Ive never tried Biped or CAT but Iv'e checked them out and I can't see them beat a good custom made rig but they look really fast and easy to setup characters with so I suppose thats their main strength?
PS. The dvds I have gotten on max rigging have had characters that were non-humanoid so the eyes got rigged oddly to me and there was squashing and stretching and " boingy" sounds all over the place. I want to learn to rig humans well.
oh yea, had that same problem and overall humanIK has some very weird bugs from time to time, like HumanIK ignoring keys: When moving/rotating the controllers everything is alright, but then after starting to key, humanIK starts "ignoring" some of the keys. Deleting all the keys and then undoing brought the keys back and somehow only then they became active. So I basically when I keyed, I had to delete the keys and then undo to see the animation. The problem consisted for days even after a maya reinstall and then suddenly the problem just disappeared. It was weird. :poly142:
But I never had to actually use it at work.

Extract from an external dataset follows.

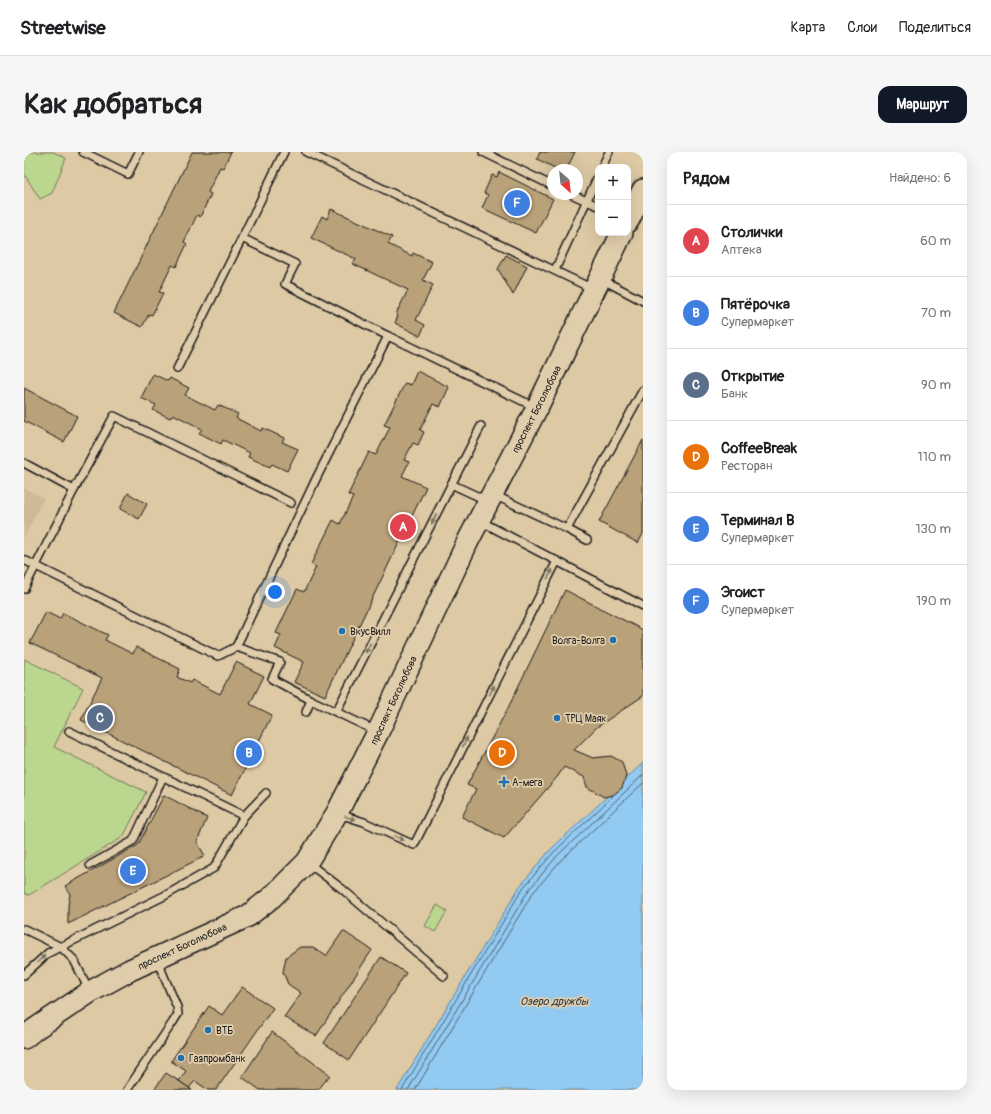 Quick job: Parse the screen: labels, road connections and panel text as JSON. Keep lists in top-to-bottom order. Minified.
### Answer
{"streets":{"main road":["проспект Боголюбова"]},"water":["Озеро дружбы"],"places":{"other":["ВкусВилл","Волга-Волга","ТРЦ Маяк","ВТБ","Газпромбанк"],"health":["А-мега"]},"north":"bottom right","page":{"header":"Streetwise","nav":["Карта","Слои","Поделиться"],"buttons":"Маршрут","title":"Как добраться","heading":["Рядом","Найдено: 6"],"map_buttons":["+","−"],"pins":["F","A","C","B","D","E"],"list":[{"mark":"A","name":"Столички","note":"Аптека","value":"60 m"},{"mark":"B","name":"Пятёрочка","note":"Супермаркет","value":"70 m"},{"mark":"C","name":"Открытие","note":"Банк","value":"90 m"},{"mark":"D","name":"CoffeeBreak","note":"Ресторан","value":"110 m"},{"mark":"E","name":"Терминал B","note":"Супермаркет","value":"130 m"},{"mark":"F","name":"Эгоист","note":"Супермаркет","value":"190 m"}]}}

IMO humanIK isn't very intuitive in terms of animation. Half-transparent and small ball-like controls that are partially almost hidden... It always felt a bit awkward animating with them. I guess its something to get used to first..
Anyway:
@stonedove, I would recommend you the Digital Tutors "Rigging Characters for Production" tutorial, since it teaches you to rig in a clean and simple way in Maya.
However Digital Tutors also have very good rigging tutorials for Max.